- _The task_
Each entry here needs to be given again exactly.

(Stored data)
● ● ● ●

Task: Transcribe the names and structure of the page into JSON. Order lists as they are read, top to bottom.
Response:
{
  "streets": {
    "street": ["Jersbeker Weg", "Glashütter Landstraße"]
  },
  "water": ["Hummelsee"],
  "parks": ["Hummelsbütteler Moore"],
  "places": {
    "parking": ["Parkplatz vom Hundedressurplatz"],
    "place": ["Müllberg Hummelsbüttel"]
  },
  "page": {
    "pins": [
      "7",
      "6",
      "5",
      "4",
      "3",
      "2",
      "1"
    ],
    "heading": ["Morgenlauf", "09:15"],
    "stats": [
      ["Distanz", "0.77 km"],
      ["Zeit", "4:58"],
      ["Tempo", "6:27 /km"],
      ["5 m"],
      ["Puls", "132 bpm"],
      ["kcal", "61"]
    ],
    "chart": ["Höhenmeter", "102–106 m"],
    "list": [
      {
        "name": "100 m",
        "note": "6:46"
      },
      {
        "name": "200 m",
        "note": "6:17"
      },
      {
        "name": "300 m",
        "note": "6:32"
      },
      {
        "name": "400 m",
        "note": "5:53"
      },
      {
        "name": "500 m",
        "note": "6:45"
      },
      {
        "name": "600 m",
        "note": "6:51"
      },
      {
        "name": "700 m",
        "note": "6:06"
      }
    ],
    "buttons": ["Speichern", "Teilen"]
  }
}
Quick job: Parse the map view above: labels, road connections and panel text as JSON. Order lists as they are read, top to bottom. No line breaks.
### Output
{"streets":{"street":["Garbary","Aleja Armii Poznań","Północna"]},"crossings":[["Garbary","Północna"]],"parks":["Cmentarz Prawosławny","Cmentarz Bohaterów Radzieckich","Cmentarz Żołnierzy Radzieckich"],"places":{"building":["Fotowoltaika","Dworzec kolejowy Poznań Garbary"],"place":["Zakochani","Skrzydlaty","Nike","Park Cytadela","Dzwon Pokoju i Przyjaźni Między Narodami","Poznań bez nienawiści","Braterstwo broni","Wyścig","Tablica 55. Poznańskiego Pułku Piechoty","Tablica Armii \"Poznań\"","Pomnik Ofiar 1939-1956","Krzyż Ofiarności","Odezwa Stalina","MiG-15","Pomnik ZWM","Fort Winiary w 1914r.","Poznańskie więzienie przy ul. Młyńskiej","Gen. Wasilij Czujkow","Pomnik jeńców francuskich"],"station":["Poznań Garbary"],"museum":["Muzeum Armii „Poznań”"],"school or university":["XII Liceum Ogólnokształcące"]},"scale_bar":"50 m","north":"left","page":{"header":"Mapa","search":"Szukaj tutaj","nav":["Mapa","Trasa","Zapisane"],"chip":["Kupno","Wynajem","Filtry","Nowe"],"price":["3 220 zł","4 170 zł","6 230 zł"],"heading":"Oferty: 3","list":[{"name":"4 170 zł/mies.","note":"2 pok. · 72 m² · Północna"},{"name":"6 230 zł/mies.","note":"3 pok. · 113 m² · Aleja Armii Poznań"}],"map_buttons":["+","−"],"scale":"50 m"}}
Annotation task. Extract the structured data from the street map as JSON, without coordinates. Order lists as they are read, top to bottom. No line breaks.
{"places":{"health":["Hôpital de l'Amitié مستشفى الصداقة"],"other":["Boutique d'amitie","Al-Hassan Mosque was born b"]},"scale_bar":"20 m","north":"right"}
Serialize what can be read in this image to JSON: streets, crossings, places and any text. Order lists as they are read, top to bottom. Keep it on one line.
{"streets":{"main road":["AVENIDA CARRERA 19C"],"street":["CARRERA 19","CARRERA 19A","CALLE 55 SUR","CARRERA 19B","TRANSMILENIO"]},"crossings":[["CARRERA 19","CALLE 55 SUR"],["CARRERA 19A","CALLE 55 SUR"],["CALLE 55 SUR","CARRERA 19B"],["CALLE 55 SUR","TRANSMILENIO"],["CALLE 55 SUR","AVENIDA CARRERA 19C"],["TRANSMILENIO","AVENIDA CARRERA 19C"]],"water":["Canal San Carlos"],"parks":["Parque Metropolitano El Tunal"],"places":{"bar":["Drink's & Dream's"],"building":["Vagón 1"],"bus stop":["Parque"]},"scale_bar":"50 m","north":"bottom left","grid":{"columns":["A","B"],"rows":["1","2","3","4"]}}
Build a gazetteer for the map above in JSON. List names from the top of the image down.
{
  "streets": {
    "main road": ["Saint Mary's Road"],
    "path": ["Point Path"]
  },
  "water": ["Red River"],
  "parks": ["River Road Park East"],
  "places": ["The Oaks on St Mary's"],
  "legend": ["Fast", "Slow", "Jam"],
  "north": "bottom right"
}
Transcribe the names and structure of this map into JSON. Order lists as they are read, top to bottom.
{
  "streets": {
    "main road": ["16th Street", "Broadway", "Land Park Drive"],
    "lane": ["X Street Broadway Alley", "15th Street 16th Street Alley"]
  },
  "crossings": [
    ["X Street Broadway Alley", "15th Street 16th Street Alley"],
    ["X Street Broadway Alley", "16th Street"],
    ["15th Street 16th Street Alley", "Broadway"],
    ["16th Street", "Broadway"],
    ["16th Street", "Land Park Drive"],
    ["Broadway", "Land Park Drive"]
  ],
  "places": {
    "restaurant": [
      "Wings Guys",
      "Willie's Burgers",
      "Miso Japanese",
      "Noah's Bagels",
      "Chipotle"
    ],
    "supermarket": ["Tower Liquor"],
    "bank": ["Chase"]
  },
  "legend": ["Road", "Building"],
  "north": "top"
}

● ● ● ●

- _Exercise output_
Task: Transcribe the names and structure of the page into JSON. Order lists as they are read, top to bottom.
Response:
{
  "streets": {
    "street": ["Jersbeker Weg", "Glashütter Landstraße"]
  },
  "water": ["Hummelsee"],
  "parks": ["Hummelsbütteler Moore"],
  "places": {
    "parking": ["Parkplatz vom Hundedressurplatz"],
    "place": ["Müllberg Hummelsbüttel"]
  },
  "page": {
    "pins": [
      "7",
      "6",
      "5",
      "4",
      "3",
      "2",
      "1"
    ],
    "heading": ["Morgenlauf", "09:15"],
    "stats": [
      ["Distanz", "0.77 km"],
      ["Zeit", "4:58"],
      ["Tempo", "6:27 /km"],
      ["5 m"],
      ["Puls", "132 bpm"],
      ["kcal", "61"]
    ],
    "chart": ["Höhenmeter", "102–106 m"],
    "list": [
      {
        "name": "100 m",
        "note": "6:46"
      },
      {
        "name": "200 m",
        "note": "6:17"
      },
      {
        "name": "300 m",
        "note": "6:32"
      },
      {
        "name": "400 m",
        "note": "5:53"
      },
      {
        "name": "500 m",
        "note": "6:45"
      },
      {
        "name": "600 m",
        "note": "6:51"
      },
      {
        "name": "700 m",
        "note": "6:06"
      }
    ],
    "buttons": ["Speichern", "Teilen"]
  }
}
Quick job: Parse the map view above: labels, road connections and panel text as JSON. Order lists as they are read, top to bottom. No line breaks.
### Output
{"streets":{"street":["Garbary","Aleja Armii Poznań","Północna"]},"crossings":[["Garbary","Północna"]],"parks":["Cmentarz Prawosławny","Cmentarz Bohaterów Radzieckich","Cmentarz Żołnierzy Radzieckich"],"places":{"building":["Fotowoltaika","Dworzec kolejowy Poznań Garbary"],"place":["Zakochani","Skrzydlaty","Nike","Park Cytadela","Dzwon Pokoju i Przyjaźni Między Narodami","Poznań bez nienawiści","Braterstwo broni","Wyścig","Tablica 55. Poznańskiego Pułku Piechoty","Tablica Armii \"Poznań\"","Pomnik Ofiar 1939-1956","Krzyż Ofiarności","Odezwa Stalina","MiG-15","Pomnik ZWM","Fort Winiary w 1914r.","Poznańskie więzienie przy ul. Młyńskiej","Gen. Wasilij Czujkow","Pomnik jeńców francuskich"],"station":["Poznań Garbary"],"museum":["Muzeum Armii „Poznań”"],"school or university":["XII Liceum Ogólnokształcące"]},"scale_bar":"50 m","north":"left","page":{"header":"Mapa","search":"Szukaj tutaj","nav":["Mapa","Trasa","Zapisane"],"chip":["Kupno","Wynajem","Filtry","Nowe"],"price":["3 220 zł","4 170 zł","6 230 zł"],"heading":"Oferty: 3","list":[{"name":"4 170 zł/mies.","note":"2 pok. · 72 m² · Północna"},{"name":"6 230 zł/mies.","note":"3 pok. · 113 m² · Aleja Armii Poznań"}],"map_buttons":["+","−"],"scale":"50 m"}}
Annotation task. Extract the structured data from the street map as JSON, without coordinates. Order lists as they are read, top to bottom. No line breaks.
{"places":{"health":["Hôpital de l'Amitié مستشفى الصداقة"],"other":["Boutique d'amitie","Al-Hassan Mosque was born b"]},"scale_bar":"20 m","north":"right"}
Serialize what can be read in this image to JSON: streets, crossings, places and any text. Order lists as they are read, top to bottom. Keep it on one line.
{"streets":{"main road":["AVENIDA CARRERA 19C"],"street":["CARRERA 19","CARRERA 19A","CALLE 55 SUR","CARRERA 19B","TRANSMILENIO"]},"crossings":[["CARRERA 19","CALLE 55 SUR"],["CARRERA 19A","CALLE 55 SUR"],["CALLE 55 SUR","CARRERA 19B"],["CALLE 55 SUR","TRANSMILENIO"],["CALLE 55 SUR","AVENIDA CARRERA 19C"],["TRANSMILENIO","AVENIDA CARRERA 19C"]],"water":["Canal San Carlos"],"parks":["Parque Metropolitano El Tunal"],"places":{"bar":["Drink's & Dream's"],"building":["Vagón 1"],"bus stop":["Parque"]},"scale_bar":"50 m","north":"bottom left","grid":{"columns":["A","B"],"rows":["1","2","3","4"]}}
Build a gazetteer for the map above in JSON. List names from the top of the image down.
{
  "streets": {
    "main road": ["Saint Mary's Road"],
    "path": ["Point Path"]
  },
  "water": ["Red River"],
  "parks": ["River Road Park East"],
  "places": ["The Oaks on St Mary's"],
  "legend": ["Fast", "Slow", "Jam"],
  "north": "bottom right"
}
Transcribe the names and structure of this map into JSON. Order lists as they are read, top to bottom.
{
  "streets": {
    "main road": ["16th Street", "Broadway", "Land Park Drive"],
    "lane": ["X Street Broadway Alley", "15th Street 16th Street Alley"]
  },
  "crossings": [
    ["X Street Broadway Alley", "15th Street 16th Street Alley"],
    ["X Street Broadway Alley", "16th Street"],
    ["15th Street 16th Street Alley", "Broadway"],
    ["16th Street", "Broadway"],
    ["16th Street", "Land Park Drive"],
    ["Broadway", "Land Park Drive"]
  ],
  "places": {
    "restaurant": [
      "Wings Guys",
      "Willie's Burgers",
      "Miso Japanese",
      "Noah's Bagels",
      "Chipotle"
    ],
    "supermarket": ["Tower Liquor"],
    "bank": ["Chase"]
  },
  "legend": ["Road", "Building"],
  "north": "top"
}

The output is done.